Importantly, also, the Board, inline with case law from the European Union, reasoned that section 17 of the FCA, despite not mentioning mergers expressly, did, in fact, apply to mergers.

 

Effect of Minister’s approval of a licence under the Telecommunications Act

Finally, Digicel argued that to the extent that section 17 of the Telecommunications Act was the only provision in either act that expressly dealt with mergers, once Digicel had complied with that provision, there was no scope for the FTC, which was operating under the ambit of the FCA to intervene in the merger. Unsurprisingly, given its reasoning on prior issues in its decision, the Board found that the minister’s approval under the Telecommunications Act did not operate in isolation and compliance with the FCA’s regime was also a necessary prerequisite to approval of its merger activities.

Final Thoughts

Following the decision, Digicel has already taken the view that the merger was not anti-competitive and so, it has no case to answer.

By confirming that the FCA operates in parallel with the Telecommunications Act, the Board’s decision necessarily means that, going forward, operators in the telecommunications space in Jamaica must be mindful of the contents of both statutory schemes when potential mergers and acquisitions are being contemplated.
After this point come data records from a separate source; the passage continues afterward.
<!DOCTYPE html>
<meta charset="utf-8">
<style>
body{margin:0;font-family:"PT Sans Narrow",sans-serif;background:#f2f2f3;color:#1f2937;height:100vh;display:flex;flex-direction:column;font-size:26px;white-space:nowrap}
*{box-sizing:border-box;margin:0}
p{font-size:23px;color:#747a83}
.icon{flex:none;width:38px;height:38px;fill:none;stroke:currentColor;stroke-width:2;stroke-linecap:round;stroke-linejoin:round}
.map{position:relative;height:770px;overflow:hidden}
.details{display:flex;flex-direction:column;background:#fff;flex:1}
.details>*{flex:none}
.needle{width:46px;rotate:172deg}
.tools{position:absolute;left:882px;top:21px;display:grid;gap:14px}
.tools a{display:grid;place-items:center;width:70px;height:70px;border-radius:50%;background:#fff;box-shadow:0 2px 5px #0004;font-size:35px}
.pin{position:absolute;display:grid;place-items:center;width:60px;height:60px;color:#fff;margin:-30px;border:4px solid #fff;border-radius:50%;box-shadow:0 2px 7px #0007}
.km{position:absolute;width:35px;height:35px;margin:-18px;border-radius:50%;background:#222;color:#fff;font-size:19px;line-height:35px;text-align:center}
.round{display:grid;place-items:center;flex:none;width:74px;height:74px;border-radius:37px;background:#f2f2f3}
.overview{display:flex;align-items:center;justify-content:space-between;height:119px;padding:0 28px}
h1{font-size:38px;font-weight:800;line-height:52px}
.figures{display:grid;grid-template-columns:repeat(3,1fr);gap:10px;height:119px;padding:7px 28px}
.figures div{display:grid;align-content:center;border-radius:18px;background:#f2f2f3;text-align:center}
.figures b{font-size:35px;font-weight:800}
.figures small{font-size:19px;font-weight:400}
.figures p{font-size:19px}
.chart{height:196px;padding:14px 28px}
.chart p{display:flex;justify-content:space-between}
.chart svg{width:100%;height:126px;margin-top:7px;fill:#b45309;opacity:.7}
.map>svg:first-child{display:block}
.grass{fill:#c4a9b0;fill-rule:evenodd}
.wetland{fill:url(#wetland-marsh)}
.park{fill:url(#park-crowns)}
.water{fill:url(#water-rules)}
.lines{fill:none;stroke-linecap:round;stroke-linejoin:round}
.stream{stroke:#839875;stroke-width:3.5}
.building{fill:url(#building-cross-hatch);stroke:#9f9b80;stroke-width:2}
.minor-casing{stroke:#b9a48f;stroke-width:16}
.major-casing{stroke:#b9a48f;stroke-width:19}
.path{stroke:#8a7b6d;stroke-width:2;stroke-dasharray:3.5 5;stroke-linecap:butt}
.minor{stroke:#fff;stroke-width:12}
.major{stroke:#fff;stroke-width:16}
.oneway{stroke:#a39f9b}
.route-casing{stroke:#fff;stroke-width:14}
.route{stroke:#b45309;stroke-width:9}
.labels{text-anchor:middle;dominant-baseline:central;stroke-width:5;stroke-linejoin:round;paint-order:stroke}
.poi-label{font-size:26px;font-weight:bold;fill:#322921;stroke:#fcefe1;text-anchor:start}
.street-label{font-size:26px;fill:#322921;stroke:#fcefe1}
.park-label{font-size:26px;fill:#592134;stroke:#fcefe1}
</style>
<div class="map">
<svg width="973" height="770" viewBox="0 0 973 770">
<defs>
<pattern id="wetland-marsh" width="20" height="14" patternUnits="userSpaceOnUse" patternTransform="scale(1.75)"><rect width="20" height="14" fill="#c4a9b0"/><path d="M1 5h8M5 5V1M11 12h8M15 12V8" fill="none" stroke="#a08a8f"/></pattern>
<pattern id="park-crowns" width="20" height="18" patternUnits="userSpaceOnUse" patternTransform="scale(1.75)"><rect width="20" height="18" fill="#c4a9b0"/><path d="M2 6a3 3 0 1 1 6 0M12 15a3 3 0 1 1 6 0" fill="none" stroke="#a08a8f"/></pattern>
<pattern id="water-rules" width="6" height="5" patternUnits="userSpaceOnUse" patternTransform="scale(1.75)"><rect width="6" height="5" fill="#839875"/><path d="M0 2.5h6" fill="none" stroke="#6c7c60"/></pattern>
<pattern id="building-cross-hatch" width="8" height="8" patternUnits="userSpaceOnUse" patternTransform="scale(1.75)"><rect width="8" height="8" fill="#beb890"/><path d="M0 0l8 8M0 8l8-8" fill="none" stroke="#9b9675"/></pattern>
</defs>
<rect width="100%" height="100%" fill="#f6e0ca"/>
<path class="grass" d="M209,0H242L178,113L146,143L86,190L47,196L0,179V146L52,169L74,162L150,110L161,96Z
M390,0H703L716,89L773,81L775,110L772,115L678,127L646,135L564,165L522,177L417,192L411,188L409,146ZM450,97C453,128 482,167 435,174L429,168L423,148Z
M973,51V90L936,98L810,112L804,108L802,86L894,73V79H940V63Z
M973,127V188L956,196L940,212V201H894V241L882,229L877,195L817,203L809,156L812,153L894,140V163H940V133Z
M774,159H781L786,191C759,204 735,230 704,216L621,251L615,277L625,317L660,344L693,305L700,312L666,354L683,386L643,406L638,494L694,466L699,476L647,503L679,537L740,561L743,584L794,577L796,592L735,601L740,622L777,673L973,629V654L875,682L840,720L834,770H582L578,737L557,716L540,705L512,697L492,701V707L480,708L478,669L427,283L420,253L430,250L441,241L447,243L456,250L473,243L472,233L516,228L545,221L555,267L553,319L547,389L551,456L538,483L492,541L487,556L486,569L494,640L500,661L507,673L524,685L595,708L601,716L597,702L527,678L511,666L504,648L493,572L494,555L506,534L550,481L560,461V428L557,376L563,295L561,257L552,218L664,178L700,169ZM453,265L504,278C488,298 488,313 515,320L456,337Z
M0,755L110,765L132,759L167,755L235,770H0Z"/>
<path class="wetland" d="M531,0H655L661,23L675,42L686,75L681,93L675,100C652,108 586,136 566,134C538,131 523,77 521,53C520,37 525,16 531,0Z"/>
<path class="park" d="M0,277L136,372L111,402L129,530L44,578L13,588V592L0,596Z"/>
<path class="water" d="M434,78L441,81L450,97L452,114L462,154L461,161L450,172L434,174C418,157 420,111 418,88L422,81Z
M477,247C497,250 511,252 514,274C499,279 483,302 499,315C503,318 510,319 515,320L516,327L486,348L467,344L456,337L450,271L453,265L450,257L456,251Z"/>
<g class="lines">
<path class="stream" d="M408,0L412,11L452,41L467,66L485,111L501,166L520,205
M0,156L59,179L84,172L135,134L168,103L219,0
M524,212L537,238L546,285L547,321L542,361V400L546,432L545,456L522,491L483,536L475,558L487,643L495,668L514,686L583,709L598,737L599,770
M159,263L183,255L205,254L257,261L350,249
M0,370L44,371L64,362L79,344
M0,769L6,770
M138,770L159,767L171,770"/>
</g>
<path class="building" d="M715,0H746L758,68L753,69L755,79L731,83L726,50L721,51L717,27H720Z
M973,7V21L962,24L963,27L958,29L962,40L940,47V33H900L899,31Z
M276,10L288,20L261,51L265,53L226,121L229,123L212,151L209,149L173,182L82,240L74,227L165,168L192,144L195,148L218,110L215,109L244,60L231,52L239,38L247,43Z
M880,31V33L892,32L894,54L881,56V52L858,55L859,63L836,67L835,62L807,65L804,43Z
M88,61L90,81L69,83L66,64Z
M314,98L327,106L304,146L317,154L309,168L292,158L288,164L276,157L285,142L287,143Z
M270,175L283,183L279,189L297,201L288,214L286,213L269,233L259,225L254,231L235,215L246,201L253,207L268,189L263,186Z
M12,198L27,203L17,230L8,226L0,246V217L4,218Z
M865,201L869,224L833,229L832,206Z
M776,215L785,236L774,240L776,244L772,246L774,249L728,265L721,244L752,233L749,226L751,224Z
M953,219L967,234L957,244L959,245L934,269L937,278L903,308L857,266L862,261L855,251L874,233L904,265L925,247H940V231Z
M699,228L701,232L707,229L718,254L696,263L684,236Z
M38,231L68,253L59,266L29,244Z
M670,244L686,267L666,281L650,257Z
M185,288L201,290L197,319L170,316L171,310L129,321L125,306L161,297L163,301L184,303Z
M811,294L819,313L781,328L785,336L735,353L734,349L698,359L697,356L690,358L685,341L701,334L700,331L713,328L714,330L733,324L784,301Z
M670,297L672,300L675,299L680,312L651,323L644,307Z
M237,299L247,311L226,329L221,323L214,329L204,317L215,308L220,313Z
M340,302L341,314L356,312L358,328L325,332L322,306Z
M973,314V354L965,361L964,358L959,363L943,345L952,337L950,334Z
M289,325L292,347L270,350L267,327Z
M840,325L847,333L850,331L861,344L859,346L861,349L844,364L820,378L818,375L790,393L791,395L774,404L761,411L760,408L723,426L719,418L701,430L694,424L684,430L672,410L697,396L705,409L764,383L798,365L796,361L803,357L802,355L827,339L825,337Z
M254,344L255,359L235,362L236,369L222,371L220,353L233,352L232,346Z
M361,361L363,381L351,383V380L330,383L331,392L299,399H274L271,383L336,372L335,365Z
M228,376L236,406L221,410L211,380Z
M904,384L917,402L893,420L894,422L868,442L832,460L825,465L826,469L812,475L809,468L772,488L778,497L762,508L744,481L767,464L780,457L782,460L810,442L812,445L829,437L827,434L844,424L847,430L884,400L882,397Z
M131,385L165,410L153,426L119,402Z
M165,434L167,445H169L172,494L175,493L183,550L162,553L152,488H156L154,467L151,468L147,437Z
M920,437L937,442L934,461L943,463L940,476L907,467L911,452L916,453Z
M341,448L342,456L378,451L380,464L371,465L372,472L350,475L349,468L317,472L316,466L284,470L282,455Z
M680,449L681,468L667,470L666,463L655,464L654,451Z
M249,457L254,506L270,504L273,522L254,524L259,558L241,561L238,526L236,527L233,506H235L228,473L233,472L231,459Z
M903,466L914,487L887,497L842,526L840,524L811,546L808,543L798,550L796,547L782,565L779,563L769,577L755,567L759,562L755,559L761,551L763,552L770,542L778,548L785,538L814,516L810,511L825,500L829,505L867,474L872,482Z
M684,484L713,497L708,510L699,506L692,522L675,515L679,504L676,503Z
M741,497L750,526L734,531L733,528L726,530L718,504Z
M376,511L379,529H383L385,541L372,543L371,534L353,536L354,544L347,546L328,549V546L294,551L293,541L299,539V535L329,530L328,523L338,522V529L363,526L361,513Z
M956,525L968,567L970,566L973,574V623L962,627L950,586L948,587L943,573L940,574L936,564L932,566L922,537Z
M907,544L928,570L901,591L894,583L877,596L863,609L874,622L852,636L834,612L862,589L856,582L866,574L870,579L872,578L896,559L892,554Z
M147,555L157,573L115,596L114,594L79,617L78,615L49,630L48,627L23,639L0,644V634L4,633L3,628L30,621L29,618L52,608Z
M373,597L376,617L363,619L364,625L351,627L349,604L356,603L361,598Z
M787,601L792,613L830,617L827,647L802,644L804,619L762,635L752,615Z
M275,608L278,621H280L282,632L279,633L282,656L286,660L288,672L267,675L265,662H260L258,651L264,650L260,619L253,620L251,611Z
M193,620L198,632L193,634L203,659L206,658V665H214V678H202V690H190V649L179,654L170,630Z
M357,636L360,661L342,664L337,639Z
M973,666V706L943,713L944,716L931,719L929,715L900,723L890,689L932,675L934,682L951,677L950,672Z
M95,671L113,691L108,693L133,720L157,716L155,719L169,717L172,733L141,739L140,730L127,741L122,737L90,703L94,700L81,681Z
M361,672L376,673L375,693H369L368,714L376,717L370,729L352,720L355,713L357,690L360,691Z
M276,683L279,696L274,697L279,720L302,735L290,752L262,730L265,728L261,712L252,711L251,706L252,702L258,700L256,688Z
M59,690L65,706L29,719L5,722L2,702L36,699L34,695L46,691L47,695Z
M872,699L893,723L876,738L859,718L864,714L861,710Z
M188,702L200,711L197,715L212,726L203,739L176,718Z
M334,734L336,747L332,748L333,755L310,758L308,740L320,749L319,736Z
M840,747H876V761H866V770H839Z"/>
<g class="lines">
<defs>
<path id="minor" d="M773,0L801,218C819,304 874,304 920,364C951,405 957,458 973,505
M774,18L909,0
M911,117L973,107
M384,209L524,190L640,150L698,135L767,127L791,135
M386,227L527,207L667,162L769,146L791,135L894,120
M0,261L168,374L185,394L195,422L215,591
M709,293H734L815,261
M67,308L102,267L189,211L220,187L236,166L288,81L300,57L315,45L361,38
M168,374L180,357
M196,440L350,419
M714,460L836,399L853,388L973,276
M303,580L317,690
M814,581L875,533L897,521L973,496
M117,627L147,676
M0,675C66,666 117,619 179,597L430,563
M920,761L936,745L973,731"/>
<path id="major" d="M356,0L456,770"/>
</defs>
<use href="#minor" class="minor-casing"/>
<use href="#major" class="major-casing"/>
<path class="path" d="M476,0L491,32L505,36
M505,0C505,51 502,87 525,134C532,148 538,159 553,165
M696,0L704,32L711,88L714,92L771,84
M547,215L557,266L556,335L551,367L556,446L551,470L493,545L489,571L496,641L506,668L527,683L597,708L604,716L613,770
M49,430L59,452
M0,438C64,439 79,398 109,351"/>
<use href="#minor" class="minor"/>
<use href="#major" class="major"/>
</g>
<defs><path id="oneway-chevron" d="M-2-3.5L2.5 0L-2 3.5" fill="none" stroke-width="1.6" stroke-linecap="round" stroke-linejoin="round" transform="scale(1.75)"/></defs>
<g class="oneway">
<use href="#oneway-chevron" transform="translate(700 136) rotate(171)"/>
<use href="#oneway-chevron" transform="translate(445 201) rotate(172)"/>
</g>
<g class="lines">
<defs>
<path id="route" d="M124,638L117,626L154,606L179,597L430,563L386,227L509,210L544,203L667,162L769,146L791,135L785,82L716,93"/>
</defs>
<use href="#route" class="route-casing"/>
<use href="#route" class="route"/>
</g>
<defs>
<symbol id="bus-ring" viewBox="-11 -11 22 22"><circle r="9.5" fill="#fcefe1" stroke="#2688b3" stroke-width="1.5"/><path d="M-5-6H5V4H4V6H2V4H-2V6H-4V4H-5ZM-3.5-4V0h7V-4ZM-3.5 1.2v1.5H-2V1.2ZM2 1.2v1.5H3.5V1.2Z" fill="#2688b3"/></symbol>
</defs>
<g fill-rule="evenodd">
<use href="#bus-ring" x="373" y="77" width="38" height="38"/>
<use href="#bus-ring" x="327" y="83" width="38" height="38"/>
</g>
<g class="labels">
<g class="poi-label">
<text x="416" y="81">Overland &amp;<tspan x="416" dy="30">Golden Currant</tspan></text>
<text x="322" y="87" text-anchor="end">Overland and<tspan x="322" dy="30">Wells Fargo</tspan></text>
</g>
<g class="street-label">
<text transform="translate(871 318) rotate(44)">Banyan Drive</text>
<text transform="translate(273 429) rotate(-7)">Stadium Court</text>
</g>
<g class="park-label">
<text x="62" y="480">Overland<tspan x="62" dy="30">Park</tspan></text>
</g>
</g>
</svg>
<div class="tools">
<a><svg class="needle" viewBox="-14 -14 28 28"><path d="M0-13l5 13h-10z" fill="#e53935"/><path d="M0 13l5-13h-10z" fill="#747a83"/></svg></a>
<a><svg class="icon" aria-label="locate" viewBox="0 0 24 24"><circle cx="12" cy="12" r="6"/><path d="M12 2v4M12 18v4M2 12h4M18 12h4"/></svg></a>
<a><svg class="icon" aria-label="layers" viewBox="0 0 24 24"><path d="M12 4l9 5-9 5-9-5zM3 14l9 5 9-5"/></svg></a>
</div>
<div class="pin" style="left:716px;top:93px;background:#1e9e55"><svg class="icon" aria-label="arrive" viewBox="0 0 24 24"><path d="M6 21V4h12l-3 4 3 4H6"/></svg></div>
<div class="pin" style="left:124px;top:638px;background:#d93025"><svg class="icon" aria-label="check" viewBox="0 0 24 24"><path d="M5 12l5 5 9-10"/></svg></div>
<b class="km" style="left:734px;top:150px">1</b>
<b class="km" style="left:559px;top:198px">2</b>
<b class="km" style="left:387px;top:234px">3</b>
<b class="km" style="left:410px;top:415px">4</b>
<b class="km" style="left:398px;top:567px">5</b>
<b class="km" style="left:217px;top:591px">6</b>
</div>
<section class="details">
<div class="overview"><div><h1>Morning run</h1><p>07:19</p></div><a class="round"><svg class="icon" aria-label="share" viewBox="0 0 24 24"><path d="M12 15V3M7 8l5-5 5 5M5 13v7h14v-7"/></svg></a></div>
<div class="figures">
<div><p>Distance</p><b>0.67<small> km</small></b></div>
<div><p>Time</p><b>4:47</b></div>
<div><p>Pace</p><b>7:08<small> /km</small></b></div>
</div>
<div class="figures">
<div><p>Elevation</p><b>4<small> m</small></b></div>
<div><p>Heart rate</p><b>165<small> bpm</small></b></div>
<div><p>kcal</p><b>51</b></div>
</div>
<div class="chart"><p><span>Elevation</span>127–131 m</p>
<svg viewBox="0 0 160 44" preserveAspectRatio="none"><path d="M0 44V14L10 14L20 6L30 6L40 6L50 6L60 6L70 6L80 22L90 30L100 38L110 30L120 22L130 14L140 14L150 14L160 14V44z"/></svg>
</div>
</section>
More broadly, the decision is valuable for confirming the broad-based authority of competition authorities, with similarly broad statutory backing to Jamaica’s FCA. If a merger agreement is being contemplated between significant actors in a market, that agreement can lawfully come within the purview of the competition authority, even if the relevant statutory framework does not expressly provide for this power.

In essence, regardless of market, all firms operating in the jurisdiction are bound by the same competition framework.

It may be argued that the Board has taken a broad, purposive reading of the FCA and, in doing so, ascribed to the FTC, powers over mergers which it did not expressly have before. Even if true, this would only serve to bring Jamaica inline with the modern, accepted approach in developed market-driven jurisdictions  to the interpretation of similar statute.  This is a hard position for most to argue against.